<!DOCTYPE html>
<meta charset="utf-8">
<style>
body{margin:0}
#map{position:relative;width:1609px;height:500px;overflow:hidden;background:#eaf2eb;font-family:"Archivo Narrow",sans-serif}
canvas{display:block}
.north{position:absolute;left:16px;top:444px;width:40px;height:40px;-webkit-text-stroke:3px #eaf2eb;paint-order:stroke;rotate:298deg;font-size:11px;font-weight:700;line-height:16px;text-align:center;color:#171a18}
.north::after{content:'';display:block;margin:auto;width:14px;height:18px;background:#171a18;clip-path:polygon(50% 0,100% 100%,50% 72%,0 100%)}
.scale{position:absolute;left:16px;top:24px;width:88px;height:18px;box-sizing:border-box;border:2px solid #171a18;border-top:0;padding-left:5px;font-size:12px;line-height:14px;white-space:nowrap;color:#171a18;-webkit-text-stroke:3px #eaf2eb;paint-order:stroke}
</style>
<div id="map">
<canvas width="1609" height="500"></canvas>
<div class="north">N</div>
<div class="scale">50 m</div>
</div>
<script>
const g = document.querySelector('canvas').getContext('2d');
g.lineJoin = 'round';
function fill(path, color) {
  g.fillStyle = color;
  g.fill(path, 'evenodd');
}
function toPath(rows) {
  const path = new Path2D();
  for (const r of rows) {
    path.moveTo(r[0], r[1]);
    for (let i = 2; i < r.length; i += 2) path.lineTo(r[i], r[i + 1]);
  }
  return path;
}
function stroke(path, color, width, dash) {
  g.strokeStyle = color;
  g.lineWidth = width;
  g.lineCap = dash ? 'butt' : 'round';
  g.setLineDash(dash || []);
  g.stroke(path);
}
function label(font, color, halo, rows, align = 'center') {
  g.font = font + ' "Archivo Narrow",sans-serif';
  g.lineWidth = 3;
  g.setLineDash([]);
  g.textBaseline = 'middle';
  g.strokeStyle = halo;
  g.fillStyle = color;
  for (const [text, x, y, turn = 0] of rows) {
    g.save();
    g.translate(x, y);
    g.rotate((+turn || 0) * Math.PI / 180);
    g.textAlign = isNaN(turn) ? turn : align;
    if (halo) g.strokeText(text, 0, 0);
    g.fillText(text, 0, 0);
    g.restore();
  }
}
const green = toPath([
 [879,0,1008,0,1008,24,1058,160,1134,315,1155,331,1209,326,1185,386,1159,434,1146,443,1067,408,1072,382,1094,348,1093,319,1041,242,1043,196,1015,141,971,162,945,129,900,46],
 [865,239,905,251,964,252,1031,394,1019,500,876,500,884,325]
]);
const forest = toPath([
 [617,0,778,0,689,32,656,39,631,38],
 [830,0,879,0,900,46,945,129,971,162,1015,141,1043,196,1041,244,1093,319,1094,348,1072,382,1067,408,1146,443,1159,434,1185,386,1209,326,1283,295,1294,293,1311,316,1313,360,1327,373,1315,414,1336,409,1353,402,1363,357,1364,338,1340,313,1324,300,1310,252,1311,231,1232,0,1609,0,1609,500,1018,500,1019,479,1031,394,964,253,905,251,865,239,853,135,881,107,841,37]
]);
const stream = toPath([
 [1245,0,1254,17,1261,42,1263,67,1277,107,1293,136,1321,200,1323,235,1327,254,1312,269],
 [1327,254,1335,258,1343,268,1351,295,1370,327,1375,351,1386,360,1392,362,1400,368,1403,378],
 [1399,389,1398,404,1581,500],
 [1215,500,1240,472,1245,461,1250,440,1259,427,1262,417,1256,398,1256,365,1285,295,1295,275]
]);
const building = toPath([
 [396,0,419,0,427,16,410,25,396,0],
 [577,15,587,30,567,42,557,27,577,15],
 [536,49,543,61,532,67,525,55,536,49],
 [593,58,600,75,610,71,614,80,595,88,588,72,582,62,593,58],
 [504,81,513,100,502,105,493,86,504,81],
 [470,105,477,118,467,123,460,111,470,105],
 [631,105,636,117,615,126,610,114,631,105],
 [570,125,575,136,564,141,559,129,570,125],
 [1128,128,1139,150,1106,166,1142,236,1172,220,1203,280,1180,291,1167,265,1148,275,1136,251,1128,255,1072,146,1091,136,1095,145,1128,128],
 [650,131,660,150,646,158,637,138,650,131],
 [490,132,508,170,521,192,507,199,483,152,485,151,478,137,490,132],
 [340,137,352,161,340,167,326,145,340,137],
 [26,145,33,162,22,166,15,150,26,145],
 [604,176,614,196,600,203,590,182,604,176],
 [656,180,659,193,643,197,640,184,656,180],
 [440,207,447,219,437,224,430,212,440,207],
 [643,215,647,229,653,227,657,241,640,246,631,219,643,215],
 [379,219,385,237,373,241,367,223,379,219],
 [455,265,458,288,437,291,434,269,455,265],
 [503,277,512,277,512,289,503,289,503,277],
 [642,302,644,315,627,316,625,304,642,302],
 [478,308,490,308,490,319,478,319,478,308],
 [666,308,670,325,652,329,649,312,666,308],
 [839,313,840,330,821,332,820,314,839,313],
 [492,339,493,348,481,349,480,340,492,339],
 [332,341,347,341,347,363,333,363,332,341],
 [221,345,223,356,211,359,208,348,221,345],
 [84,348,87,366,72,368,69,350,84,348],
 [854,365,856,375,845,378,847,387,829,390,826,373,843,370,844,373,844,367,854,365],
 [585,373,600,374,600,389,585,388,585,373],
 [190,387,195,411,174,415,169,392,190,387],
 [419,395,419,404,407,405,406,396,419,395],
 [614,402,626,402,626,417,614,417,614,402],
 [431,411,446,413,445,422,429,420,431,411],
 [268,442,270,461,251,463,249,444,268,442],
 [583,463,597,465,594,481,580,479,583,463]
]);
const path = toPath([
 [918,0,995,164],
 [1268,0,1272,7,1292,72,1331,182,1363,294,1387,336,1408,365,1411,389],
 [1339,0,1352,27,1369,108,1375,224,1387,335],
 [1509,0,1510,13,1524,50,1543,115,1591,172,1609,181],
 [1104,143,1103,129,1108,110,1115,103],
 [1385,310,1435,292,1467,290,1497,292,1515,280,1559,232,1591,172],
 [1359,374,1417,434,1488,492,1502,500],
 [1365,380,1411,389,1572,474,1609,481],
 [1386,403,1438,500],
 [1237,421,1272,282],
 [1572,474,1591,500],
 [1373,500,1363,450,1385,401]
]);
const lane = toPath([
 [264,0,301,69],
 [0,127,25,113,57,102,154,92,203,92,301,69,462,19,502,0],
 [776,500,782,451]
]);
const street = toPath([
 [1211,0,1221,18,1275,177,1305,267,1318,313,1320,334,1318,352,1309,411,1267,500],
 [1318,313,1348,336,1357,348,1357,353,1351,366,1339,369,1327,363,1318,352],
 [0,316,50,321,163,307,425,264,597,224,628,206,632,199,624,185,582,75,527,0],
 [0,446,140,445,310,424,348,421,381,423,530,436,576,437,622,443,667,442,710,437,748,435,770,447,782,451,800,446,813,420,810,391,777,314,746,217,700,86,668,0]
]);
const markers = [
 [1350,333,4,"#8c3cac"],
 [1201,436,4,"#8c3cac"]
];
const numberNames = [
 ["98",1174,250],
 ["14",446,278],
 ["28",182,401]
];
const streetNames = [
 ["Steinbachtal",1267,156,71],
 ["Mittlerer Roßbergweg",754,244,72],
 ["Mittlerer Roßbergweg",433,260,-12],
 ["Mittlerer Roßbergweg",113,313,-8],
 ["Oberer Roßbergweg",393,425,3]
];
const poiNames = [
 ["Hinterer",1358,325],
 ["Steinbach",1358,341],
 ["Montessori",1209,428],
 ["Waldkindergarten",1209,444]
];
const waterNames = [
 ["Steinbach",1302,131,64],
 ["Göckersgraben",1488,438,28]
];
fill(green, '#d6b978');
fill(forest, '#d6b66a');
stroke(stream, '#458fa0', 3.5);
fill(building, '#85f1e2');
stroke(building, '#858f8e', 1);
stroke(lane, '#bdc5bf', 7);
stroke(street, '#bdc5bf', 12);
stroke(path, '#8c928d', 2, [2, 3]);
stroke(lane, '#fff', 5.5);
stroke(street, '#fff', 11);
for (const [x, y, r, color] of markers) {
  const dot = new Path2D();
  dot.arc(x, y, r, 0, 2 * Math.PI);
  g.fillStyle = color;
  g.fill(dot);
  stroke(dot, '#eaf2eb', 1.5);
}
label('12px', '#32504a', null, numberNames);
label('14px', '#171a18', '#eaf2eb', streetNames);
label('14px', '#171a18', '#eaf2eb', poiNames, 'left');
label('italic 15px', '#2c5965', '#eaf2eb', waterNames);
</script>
※
**What this task involves**. In the entries above, tally the lines that include the string "canvas". Give the figure only.

**Problem solution**. 3